Stored items
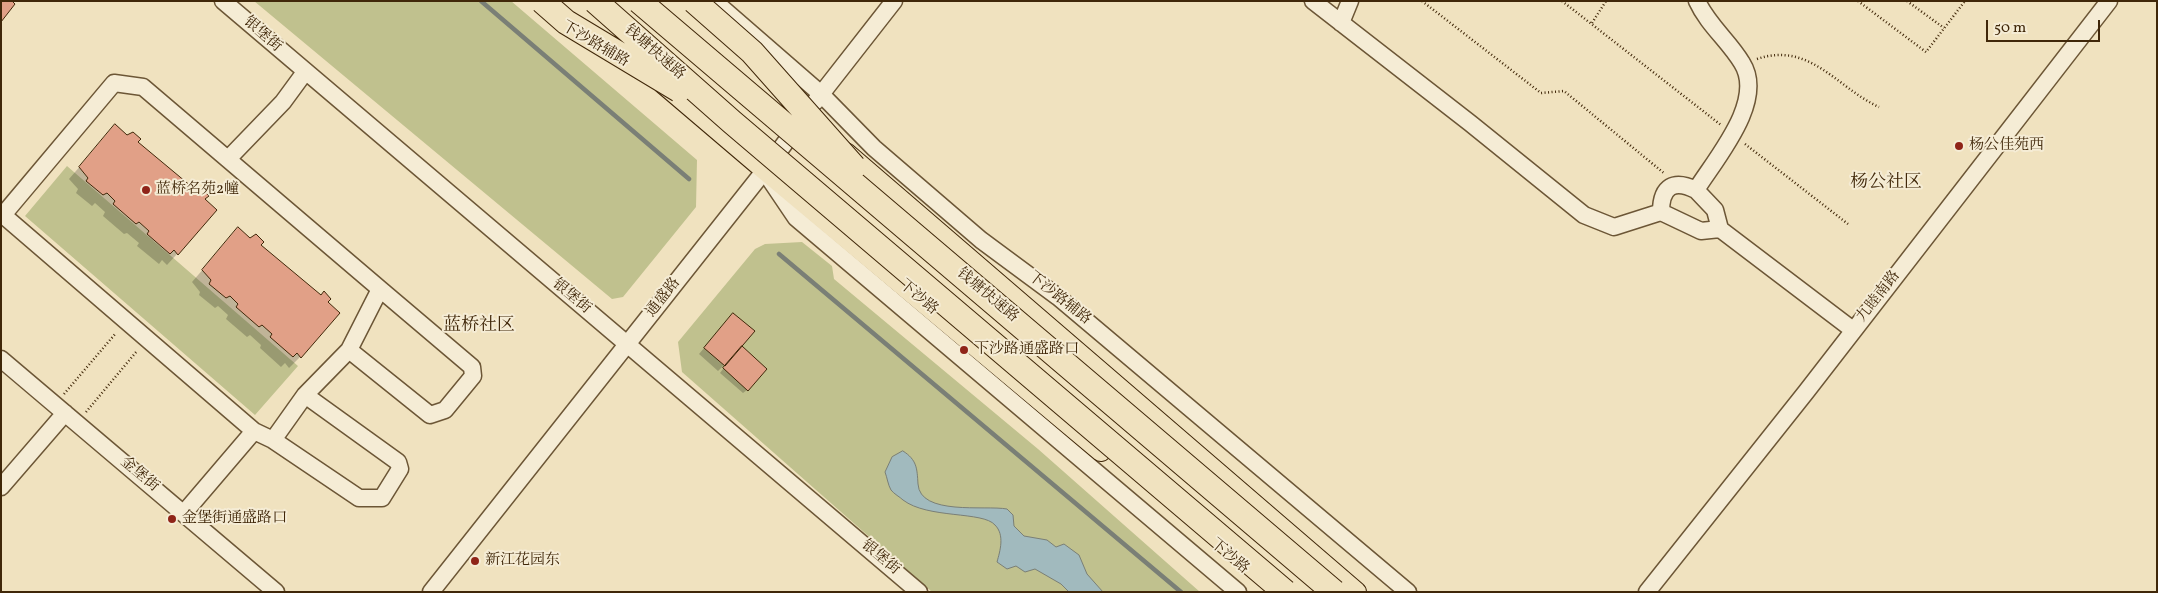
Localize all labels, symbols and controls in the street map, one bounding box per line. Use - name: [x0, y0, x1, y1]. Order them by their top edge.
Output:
- scale bar: [1988, 10, 2102, 42]
- street label: 银堡街: [239, 13, 285, 57]
- street label: 下沙路辅路: [558, 18, 632, 72]
- text: 50 m: [1994, 18, 2026, 39]
- street label: 钱塘快速路: [620, 22, 688, 84]
- place label: 杨公佳苑西: [1969, 137, 2044, 155]
- marker: 杨公佳苑西: [1953, 140, 1965, 152]
- district label: 杨公社区: [1850, 173, 1922, 195]
- place label: 蓝桥名苑2幢: [156, 181, 239, 199]
- marker: 蓝桥名苑2幢: [140, 184, 152, 196]
- street label: 钱塘快速路: [952, 265, 1022, 327]
- street label: 九睦南路: [1853, 268, 1905, 326]
- street label: 下沙路辅路: [1024, 269, 1094, 329]
- street label: 通盛路: [643, 275, 685, 321]
- street label: 银堡街: [548, 276, 594, 318]
- street label: 下沙路: [895, 277, 941, 319]
- district label: 蓝桥社区: [443, 316, 515, 338]
- place label: 下沙路通盛路口: [974, 341, 1079, 359]
- marker: 下沙路通盛路口: [958, 344, 970, 356]
- street label: 金堡街: [116, 454, 162, 496]
- place label: 金堡街通盛路口: [182, 510, 287, 528]
- marker: 金堡街通盛路口: [166, 513, 178, 525]
- street label: 下沙路: [1206, 536, 1252, 578]
- street label: 银堡街: [857, 537, 903, 579]
- place label: 新江花园东: [485, 552, 560, 570]
- marker: 新江花园东: [469, 555, 481, 567]

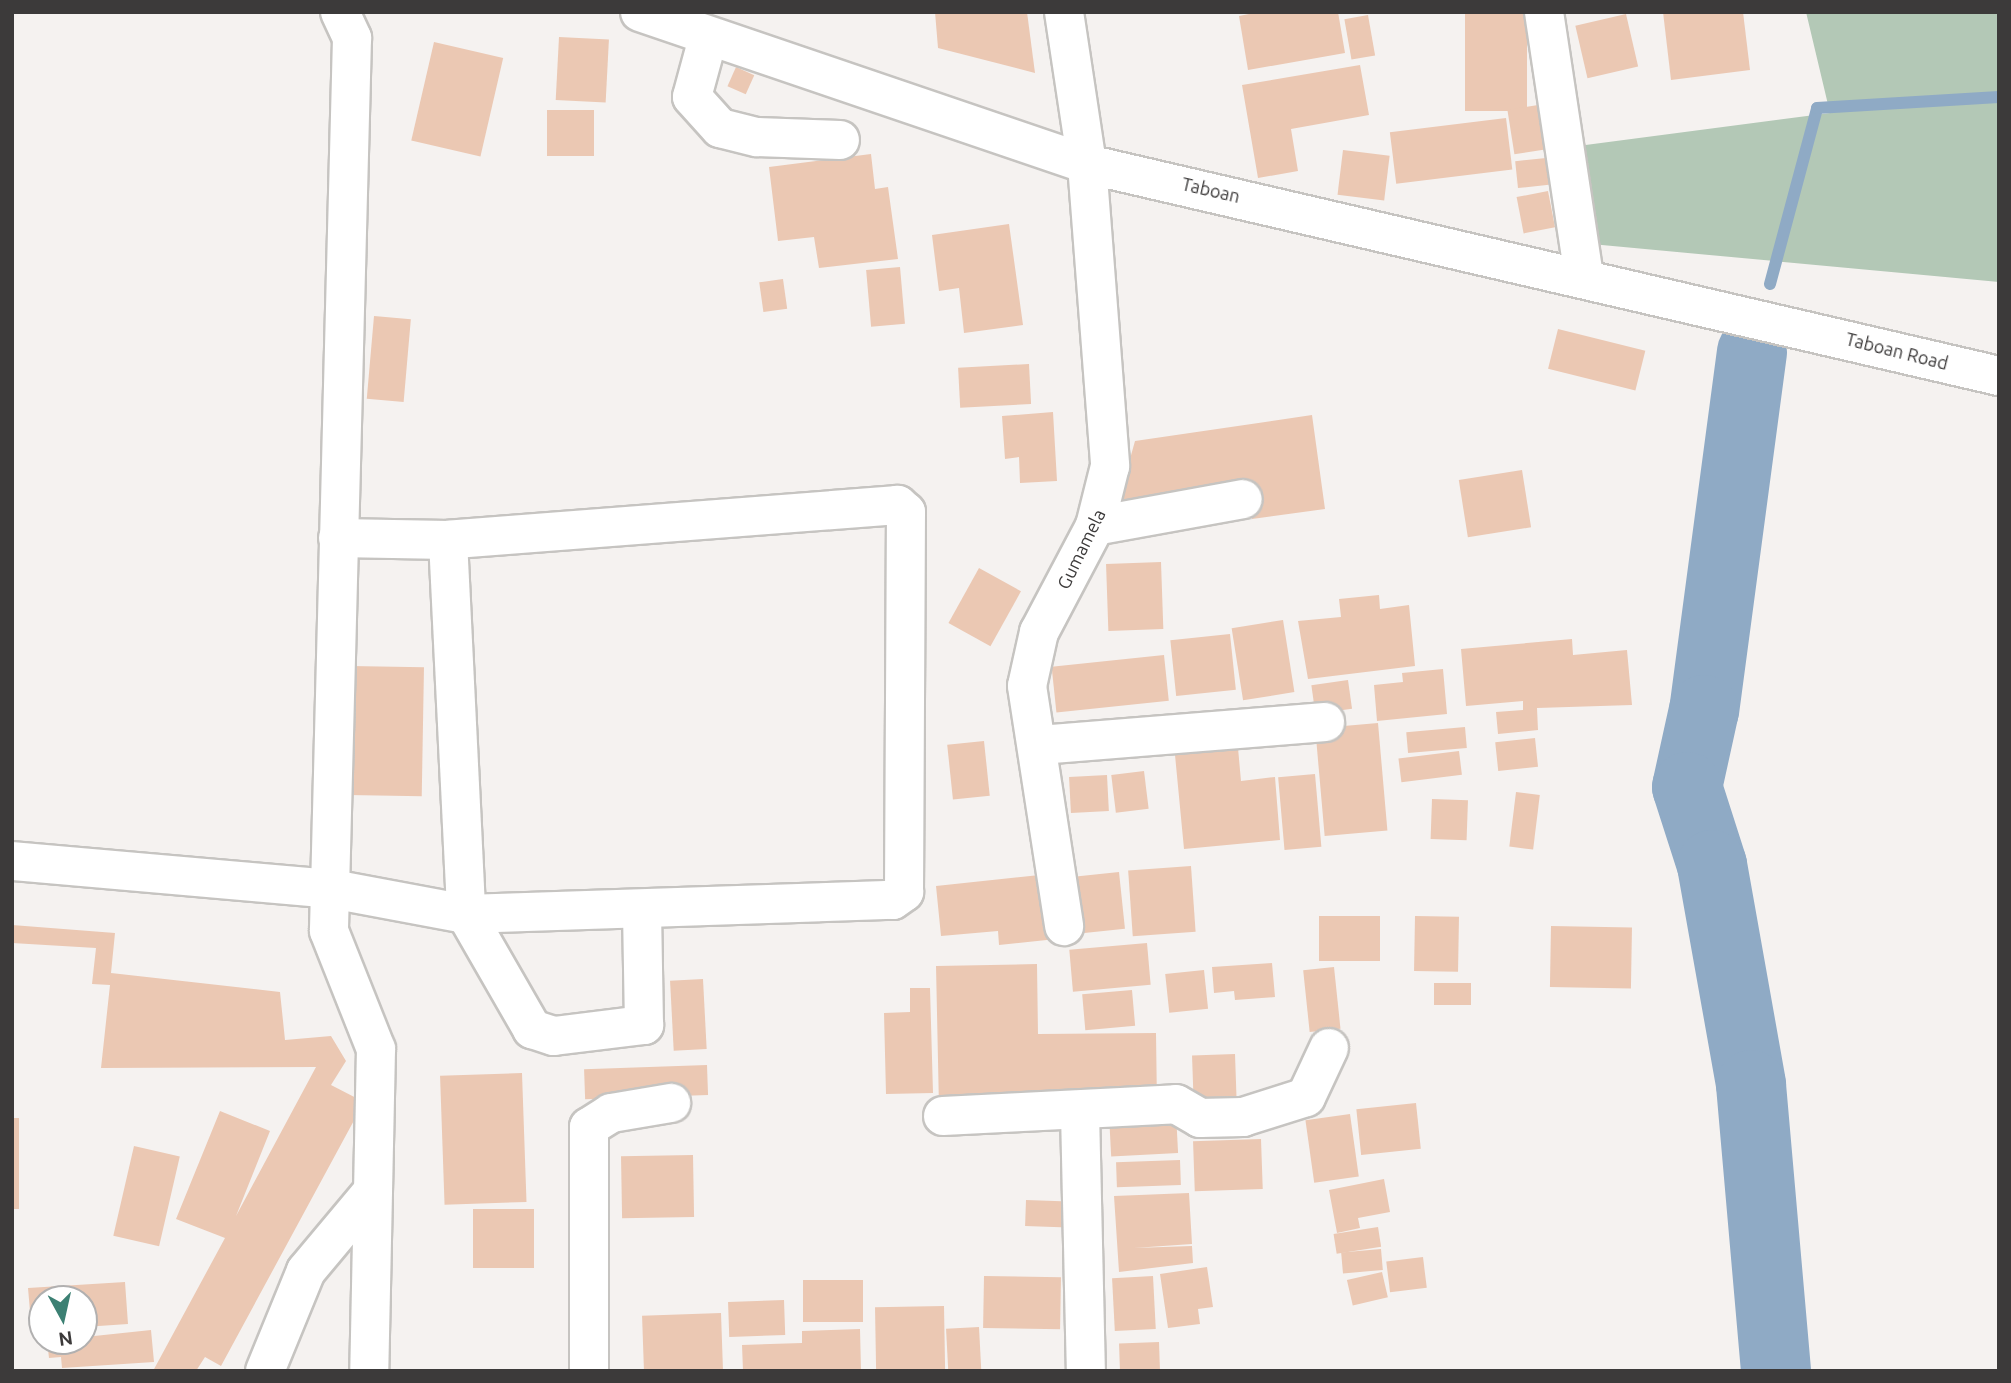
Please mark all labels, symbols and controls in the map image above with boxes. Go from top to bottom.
street label: Taboan [1180,173,1242,207]
street label: Taboan Road [1844,328,1950,374]
street label: Gumamela [1052,505,1110,593]
north arrow [28,1285,98,1355]
text: N [57,1327,74,1351]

* Exercise description: Would it be possible to print the records above verbatim, pictures omitted?

* Answer:
Localize all labels, symbols and controls in the street map, one bounding box per line. Use - name: [x0, y0, x1, y1]. Order them by their top edge.
Output:
- scale bar: [1988, 10, 2102, 42]
- street label: 银堡街: [239, 13, 285, 57]
- street label: 下沙路辅路: [558, 18, 632, 72]
- text: 50 m: [1994, 18, 2026, 39]
- street label: 钱塘快速路: [620, 22, 688, 84]
- place label: 杨公佳苑西: [1969, 137, 2044, 155]
- marker: 杨公佳苑西: [1953, 140, 1965, 152]
- district label: 杨公社区: [1850, 173, 1922, 195]
- place label: 蓝桥名苑2幢: [156, 181, 239, 199]
- marker: 蓝桥名苑2幢: [140, 184, 152, 196]
- street label: 钱塘快速路: [952, 265, 1022, 327]
- street label: 九睦南路: [1853, 268, 1905, 326]
- street label: 下沙路辅路: [1024, 269, 1094, 329]
- street label: 通盛路: [643, 275, 685, 321]
- street label: 银堡街: [548, 276, 594, 318]
- street label: 下沙路: [895, 277, 941, 319]
- district label: 蓝桥社区: [443, 316, 515, 338]
- place label: 下沙路通盛路口: [974, 341, 1079, 359]
- marker: 下沙路通盛路口: [958, 344, 970, 356]
- street label: 金堡街: [116, 454, 162, 496]
- place label: 金堡街通盛路口: [182, 510, 287, 528]
- marker: 金堡街通盛路口: [166, 513, 178, 525]
- street label: 下沙路: [1206, 536, 1252, 578]
- street label: 银堡街: [857, 537, 903, 579]
- place label: 新江花园东: [485, 552, 560, 570]
- marker: 新江花园东: [469, 555, 481, 567]

Please mark all labels, symbols and controls in the map image above with boxes. Go from top to bottom.
street label: Taboan [1180,173,1242,207]
street label: Taboan Road [1844,328,1950,374]
street label: Gumamela [1052,505,1110,593]
north arrow [28,1285,98,1355]
text: N [57,1327,74,1351]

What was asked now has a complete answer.